- Washington Free Beacon - https://freebeacon.com -

Big Data Comes to the Bookstore

This is one of those books about literature clearly not intended for people who have much experience with the subject. The target audience is, I gather, not so much people who read Faulkner or the dozens of other authors whose works are analyzed, quantified, probed, and all-around violated here as those who like the idea of having read Faulkner and, more important, like to imagine a world in which they have clever things to say about him. They certainly aren't the sorts of people who can be trusted to have heard of even very famous writers or books, as the unrelenting journalistic hum of "Charlotte's Web author E.B. White" and "Popular crime writer P.D. James" makes clear.
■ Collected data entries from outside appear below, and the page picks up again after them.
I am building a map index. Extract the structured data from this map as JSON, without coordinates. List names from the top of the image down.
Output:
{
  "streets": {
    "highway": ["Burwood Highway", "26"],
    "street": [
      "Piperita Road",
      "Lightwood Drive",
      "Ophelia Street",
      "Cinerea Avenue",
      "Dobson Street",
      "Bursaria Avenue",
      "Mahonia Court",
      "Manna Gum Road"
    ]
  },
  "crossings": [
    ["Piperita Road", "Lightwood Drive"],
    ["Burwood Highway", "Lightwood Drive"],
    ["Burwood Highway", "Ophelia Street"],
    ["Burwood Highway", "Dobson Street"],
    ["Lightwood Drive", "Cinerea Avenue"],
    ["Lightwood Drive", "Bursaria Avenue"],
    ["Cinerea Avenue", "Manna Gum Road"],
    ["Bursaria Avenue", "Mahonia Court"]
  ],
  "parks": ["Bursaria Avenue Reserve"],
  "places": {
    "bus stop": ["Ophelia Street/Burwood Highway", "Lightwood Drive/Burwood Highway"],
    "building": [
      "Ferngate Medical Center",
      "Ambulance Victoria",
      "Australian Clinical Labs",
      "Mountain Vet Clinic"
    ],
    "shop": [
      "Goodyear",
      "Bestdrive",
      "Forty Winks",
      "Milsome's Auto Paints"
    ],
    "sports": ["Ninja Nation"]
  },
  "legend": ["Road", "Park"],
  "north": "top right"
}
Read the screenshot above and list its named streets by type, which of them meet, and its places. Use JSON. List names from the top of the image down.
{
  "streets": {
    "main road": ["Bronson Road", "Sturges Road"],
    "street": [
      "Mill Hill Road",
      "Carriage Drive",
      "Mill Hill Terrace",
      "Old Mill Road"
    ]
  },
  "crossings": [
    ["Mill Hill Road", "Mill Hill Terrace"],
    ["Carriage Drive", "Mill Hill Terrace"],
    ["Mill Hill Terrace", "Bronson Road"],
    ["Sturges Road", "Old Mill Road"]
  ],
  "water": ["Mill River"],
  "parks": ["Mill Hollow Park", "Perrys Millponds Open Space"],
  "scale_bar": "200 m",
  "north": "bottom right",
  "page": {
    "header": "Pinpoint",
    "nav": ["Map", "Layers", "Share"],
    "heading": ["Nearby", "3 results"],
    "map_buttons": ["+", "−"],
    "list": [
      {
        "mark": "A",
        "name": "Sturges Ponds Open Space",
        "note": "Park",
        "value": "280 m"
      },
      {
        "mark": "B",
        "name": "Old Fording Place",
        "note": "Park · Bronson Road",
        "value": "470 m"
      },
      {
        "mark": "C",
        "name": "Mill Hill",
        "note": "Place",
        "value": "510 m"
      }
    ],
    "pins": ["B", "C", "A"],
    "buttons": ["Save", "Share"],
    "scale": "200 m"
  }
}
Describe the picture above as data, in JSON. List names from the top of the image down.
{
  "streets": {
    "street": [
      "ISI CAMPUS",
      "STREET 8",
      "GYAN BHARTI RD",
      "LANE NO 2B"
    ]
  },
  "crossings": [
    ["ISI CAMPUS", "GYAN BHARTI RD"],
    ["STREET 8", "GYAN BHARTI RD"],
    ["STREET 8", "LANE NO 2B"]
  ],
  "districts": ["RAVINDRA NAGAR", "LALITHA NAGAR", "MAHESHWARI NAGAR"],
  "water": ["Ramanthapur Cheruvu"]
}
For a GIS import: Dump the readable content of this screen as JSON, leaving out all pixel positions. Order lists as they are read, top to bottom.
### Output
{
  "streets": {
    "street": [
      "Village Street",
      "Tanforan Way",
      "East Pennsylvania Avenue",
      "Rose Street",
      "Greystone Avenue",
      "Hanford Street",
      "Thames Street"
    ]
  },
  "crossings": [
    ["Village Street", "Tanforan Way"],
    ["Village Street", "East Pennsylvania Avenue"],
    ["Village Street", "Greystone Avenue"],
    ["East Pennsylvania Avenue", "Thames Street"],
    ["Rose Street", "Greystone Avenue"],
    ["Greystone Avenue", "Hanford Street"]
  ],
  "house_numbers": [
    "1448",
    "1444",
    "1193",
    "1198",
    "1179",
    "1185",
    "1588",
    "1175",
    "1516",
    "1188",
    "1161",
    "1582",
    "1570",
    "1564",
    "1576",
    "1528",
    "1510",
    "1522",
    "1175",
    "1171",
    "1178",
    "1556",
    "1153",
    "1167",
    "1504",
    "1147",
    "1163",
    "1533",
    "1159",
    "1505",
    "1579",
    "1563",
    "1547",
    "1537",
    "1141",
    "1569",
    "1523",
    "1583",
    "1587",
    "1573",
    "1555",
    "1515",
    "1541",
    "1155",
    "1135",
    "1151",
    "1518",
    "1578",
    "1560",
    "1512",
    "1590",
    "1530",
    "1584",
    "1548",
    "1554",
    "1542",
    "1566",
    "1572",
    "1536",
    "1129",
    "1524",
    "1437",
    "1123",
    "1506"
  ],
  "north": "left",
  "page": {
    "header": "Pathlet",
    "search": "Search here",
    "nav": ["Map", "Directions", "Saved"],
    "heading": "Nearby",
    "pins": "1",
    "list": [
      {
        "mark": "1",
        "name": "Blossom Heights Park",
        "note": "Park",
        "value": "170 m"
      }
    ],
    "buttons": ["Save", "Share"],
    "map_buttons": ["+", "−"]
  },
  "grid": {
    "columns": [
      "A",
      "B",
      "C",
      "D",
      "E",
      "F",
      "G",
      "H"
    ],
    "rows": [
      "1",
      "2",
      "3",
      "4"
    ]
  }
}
Ben Blatt, a former Slate columnist who once wrote a book about his and another author's "quest to go on the mathematically optimal baseball road trip," has spent goodness knows how many thousands of hours plugging Dickens and Kafka and Michael Crichton into computer programs with the goal of "parsing whether there is a noticeable difference between the best books and the rest."

You would think that there is. But an almost pathological unwillingness to offer any opinions about the merits or lack thereof of any given book is the present volume's most striking feature. Books, or rather novels—the whole world of belles lettres and the classics of history and biography are beyond his purview—seem to exist for Blatt only as data to be mined, not as aesthetic objects concerning whose merits there is anything except a vaguely defined consensus. When he produces a list of "Consensus Great Books" that includes two novels by Ayn Rand, you know where you are.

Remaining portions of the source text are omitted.